• Description of the task:
Retrieve each line that contains the word "hidden" from the entries below.

Exercise materials Block Start

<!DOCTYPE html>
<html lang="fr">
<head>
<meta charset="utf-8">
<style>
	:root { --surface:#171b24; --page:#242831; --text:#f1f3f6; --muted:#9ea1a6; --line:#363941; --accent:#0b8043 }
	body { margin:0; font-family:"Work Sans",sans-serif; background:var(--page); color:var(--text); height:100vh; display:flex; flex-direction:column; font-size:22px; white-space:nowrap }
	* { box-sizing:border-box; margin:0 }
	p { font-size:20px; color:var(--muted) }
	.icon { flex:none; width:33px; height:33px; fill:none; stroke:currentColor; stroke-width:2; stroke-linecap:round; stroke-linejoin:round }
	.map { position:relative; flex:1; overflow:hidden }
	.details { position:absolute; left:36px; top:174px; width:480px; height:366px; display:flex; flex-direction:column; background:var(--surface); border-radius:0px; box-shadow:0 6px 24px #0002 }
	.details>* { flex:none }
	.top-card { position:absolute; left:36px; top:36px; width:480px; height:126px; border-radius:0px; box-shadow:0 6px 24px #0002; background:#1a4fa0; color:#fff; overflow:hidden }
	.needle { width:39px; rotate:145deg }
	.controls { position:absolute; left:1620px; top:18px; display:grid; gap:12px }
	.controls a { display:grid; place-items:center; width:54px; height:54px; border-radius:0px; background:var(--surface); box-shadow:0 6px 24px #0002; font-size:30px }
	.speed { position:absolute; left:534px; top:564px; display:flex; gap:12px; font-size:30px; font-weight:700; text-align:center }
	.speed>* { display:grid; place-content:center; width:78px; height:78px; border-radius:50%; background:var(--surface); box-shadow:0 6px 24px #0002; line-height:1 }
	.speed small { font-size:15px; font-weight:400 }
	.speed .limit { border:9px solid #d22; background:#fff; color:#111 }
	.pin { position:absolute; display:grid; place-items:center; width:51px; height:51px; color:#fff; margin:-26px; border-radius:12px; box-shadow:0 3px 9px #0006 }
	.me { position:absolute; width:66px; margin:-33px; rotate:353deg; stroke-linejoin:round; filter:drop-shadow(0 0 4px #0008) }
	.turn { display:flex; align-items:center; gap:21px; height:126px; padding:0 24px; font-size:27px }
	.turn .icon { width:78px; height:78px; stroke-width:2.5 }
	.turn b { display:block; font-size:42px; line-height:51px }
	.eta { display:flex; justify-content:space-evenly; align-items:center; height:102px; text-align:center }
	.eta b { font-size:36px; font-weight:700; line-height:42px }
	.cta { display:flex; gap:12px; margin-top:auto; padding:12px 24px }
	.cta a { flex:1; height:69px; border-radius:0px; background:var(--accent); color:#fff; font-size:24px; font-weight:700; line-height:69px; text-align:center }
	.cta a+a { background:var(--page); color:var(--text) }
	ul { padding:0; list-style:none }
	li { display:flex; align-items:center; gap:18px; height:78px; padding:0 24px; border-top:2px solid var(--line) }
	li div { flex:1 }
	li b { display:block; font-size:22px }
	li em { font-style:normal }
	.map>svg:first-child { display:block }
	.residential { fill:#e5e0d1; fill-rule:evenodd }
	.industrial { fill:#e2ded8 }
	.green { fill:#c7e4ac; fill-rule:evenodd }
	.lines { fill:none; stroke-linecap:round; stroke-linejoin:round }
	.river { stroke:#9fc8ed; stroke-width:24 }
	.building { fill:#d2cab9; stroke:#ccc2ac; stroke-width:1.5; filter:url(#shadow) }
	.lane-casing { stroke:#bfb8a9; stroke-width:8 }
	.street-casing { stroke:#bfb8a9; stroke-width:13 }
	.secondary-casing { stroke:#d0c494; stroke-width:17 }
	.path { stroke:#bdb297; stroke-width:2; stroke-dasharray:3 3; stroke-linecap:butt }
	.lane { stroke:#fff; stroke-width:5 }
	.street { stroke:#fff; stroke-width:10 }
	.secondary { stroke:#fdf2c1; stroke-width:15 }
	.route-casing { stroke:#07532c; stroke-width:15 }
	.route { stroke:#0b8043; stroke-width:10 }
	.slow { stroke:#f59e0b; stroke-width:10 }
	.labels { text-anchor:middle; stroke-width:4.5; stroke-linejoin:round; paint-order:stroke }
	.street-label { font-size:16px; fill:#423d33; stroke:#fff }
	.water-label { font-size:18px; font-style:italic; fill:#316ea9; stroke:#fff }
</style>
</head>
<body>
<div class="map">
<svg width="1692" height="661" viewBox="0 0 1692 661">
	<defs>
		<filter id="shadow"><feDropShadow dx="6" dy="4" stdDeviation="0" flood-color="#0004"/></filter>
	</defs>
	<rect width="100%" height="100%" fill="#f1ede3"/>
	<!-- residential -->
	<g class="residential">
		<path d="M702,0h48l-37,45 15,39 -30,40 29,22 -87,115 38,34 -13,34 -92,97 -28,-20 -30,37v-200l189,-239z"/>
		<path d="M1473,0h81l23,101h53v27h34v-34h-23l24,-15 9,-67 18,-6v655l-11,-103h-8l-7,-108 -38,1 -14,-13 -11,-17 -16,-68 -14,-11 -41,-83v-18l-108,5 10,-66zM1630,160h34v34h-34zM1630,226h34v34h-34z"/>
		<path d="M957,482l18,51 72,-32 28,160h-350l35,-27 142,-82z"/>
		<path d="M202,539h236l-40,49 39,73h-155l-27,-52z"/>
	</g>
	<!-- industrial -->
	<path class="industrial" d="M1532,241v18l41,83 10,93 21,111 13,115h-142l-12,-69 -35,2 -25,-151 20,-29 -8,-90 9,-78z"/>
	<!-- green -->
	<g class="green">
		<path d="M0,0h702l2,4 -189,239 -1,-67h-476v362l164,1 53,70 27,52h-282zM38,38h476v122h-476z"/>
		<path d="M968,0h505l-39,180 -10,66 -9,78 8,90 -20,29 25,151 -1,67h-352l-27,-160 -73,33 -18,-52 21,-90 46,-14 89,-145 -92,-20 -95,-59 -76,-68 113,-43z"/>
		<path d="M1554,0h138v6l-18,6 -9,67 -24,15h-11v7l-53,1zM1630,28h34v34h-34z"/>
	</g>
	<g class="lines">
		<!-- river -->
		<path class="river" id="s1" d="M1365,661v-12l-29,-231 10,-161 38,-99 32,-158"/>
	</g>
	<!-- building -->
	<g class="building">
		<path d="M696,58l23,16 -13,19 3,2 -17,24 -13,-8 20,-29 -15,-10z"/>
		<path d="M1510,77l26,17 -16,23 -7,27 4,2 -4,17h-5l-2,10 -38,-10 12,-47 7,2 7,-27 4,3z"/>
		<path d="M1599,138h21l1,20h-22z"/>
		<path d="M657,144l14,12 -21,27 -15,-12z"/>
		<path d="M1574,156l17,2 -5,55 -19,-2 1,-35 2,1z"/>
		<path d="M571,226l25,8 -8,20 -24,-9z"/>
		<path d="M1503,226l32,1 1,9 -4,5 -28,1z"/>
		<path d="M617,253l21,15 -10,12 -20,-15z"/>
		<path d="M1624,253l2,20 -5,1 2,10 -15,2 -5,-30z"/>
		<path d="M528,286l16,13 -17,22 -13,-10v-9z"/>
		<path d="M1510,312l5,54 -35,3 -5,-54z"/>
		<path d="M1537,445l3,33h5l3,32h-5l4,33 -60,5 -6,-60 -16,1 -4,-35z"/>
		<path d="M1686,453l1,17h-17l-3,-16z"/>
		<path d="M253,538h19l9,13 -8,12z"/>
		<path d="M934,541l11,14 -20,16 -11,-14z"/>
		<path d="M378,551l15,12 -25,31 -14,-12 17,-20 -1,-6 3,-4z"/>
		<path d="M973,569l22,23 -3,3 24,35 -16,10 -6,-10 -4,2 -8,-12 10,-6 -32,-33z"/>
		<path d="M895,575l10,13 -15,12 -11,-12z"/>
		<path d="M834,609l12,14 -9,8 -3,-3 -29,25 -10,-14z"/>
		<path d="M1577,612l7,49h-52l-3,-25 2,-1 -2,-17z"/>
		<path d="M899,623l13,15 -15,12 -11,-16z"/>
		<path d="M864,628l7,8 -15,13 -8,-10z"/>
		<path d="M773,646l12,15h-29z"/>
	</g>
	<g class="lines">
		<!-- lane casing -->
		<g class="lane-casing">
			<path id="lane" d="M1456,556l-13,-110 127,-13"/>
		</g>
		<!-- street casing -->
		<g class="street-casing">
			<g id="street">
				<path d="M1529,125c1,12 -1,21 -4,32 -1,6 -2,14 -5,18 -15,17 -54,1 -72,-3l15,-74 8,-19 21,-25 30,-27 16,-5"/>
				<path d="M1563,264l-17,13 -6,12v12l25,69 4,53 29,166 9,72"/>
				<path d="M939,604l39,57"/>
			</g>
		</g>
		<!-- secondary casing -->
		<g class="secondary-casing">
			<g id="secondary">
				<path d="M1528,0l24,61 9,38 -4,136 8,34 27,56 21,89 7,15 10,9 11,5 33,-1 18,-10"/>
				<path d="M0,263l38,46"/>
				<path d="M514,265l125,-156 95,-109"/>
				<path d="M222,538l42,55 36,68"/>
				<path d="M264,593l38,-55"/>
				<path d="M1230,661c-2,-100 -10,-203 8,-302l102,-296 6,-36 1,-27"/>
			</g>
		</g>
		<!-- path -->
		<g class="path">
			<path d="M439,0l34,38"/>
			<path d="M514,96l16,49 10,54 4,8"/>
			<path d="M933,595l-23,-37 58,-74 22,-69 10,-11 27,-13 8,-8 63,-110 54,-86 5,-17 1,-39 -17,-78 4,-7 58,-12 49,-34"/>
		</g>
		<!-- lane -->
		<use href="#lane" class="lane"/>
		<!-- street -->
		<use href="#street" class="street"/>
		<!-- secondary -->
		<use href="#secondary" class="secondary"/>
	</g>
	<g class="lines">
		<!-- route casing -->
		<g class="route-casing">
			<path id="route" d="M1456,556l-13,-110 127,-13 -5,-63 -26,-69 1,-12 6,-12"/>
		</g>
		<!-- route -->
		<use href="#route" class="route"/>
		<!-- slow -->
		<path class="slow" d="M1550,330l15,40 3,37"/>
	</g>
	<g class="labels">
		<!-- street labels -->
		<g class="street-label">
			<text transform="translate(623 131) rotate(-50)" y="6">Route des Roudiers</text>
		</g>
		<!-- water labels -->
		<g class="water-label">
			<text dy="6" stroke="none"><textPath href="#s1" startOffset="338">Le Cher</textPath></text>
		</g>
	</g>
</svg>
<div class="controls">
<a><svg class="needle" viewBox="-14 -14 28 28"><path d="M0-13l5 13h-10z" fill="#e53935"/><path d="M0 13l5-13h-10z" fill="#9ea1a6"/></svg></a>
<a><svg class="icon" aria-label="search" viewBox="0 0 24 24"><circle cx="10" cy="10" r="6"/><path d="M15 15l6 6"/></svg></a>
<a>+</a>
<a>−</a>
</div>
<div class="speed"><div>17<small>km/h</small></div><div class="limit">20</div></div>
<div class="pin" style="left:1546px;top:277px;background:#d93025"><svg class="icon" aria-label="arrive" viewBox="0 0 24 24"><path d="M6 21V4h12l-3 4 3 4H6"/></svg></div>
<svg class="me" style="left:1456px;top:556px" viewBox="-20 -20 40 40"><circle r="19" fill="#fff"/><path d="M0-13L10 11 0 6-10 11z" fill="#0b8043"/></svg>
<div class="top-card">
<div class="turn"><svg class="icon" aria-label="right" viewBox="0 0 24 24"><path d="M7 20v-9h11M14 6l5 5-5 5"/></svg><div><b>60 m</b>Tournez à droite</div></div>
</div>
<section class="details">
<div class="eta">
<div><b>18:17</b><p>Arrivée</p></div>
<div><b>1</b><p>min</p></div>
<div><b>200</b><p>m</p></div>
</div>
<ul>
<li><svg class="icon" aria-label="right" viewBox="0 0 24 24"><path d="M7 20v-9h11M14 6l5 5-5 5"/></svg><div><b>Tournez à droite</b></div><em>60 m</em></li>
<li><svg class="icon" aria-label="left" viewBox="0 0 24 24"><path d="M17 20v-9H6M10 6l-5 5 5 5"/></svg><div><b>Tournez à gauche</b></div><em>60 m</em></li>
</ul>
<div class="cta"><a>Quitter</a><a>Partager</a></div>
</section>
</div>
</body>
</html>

Exercise materials Block End

• Exercise solution:
	.map { position:relative; flex:1; overflow:hidden }
	.top-card { position:absolute; left:36px; top:36px; width:480px; height:126px; border-radius:0px; box-shadow:0 6px 24px #0002; background:#1a4fa0; color:#fff; overflow:hidden }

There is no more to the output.